In United States law, ineffective assistance of counsel (IAC[1]) is a claim raised by a convicted criminal defendant asserting that the defendant's legal counsel performed so ineffectively that it deprived the defendant of the constitutional right guaranteed by the Assistance of Counsel Clause of the Sixth Amendment to the United States Constitution. Ineffectiveness claims may only be brought where the defendant had the right to counsel, ordinarily during the critical stages of a prosecution.[2]
Having the "benefit of counsel" or "assistance of counsel" means that the criminal defendant has had a competent attorney representing them. Competence is defined as reasonable professional assistance and is defined in part by prevailing professional norms and standards. To prove they received ineffective assistance, a criminal defendant must show two things:
The foregoing test was set forth in Strickland v. Washington (1984). In dissent, Justice Thurgood Marshall objected that the two-prong Strickland test was too permissive of attorney poor performance, and that the prejudice prong, in applying a form of harmless error review, would withhold relief from defendants who did not receive a fair trial, but for whom other evidence existed of their guilt.[3] Scholars have often argued that the poor quality of appointed counsel imperils the right to counsel as guaranteed by Gideon v. Wainwright.[4]

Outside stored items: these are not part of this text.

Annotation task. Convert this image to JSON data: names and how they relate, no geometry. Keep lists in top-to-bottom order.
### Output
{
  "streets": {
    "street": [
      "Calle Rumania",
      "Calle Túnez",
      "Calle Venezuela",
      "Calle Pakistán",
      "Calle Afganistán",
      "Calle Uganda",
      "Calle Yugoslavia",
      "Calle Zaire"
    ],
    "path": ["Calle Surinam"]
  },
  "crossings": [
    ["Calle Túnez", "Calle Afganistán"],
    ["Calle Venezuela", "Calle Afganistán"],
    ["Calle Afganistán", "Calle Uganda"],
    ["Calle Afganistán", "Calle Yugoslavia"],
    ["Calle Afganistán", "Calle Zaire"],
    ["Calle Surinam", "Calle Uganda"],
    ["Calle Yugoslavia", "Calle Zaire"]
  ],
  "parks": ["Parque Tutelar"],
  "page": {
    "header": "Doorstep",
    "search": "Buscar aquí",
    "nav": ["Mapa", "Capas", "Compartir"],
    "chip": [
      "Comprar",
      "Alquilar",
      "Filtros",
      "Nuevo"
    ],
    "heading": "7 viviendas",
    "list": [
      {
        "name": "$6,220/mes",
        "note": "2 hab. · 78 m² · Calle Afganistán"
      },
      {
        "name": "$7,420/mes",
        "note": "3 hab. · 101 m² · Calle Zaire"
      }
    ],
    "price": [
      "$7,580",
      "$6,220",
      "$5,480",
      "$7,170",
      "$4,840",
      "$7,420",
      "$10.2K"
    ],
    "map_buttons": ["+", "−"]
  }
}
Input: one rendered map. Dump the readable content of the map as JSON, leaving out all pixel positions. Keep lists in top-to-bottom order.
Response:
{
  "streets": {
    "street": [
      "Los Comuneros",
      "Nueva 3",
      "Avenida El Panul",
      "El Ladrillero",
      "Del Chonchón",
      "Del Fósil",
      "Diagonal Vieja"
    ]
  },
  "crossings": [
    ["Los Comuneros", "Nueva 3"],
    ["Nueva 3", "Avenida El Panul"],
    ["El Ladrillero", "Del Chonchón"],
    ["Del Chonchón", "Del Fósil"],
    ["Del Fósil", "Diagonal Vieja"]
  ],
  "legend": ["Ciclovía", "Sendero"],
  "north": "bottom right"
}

To constitute ineffective counsel, a defendant's attorney's performance must have fallen below "an objective standard of reasonableness."[5] Courts are "highly deferential," indulging a "strong presumption that counsel's conduct falls within the wide range of reasonable professional assistance."[6] Strickland permits attorneys to make strategic decisions to emphasize one line of defense over another, so long as they are made "after thorough investigation of law and facts relevant to plausible options."[7] Even incomplete investigations are reasonable to the extent that "reasonable professional judgements support the limitations on investigation."[8]
The performance prong emphasizes that the attorney's performance must have been deficient at the time it was rendered, avoiding "the distorting effects of hindsight."[9] Attorneys therefore cannot be ineffective for failing to anticipate future developments in evidence reliability[10] or future changes in law.[11]
Criminal convictions have been affirmed on appeal even where the defense attorney fell asleep during the prosecutor's cross-examination of the defendant,[12] was heavily intoxicated on alcohol throughout the trial,[13] was in extremely poor health and senile,[14] was mentally ill (and even discussed his delusions in opening argument),[15] or was himself a convicted felon whose sentence included community service in the form of defending accused murderers (despite his lack of experience in such cases).[16]
Nonetheless, the Supreme Court has found notable examples of ineffectiveness. In Rompilla v. Beard, the Supreme Court faulted the defendant's lawyer for not reviewing a file that the attorney knew would be used by the prosecution in the sentencing phase of the trial.[17] In Glover v. United States, a lawyer was held to be ineffective when he failed to object to the judge's miscalculation of the defendant's sentence.[18] In Hinton v. Alabama, the Supreme Court held a lawyer's performance ineffective when he did not request funding for a better ballistics expert, though he was statutorily entitled to do so.[19]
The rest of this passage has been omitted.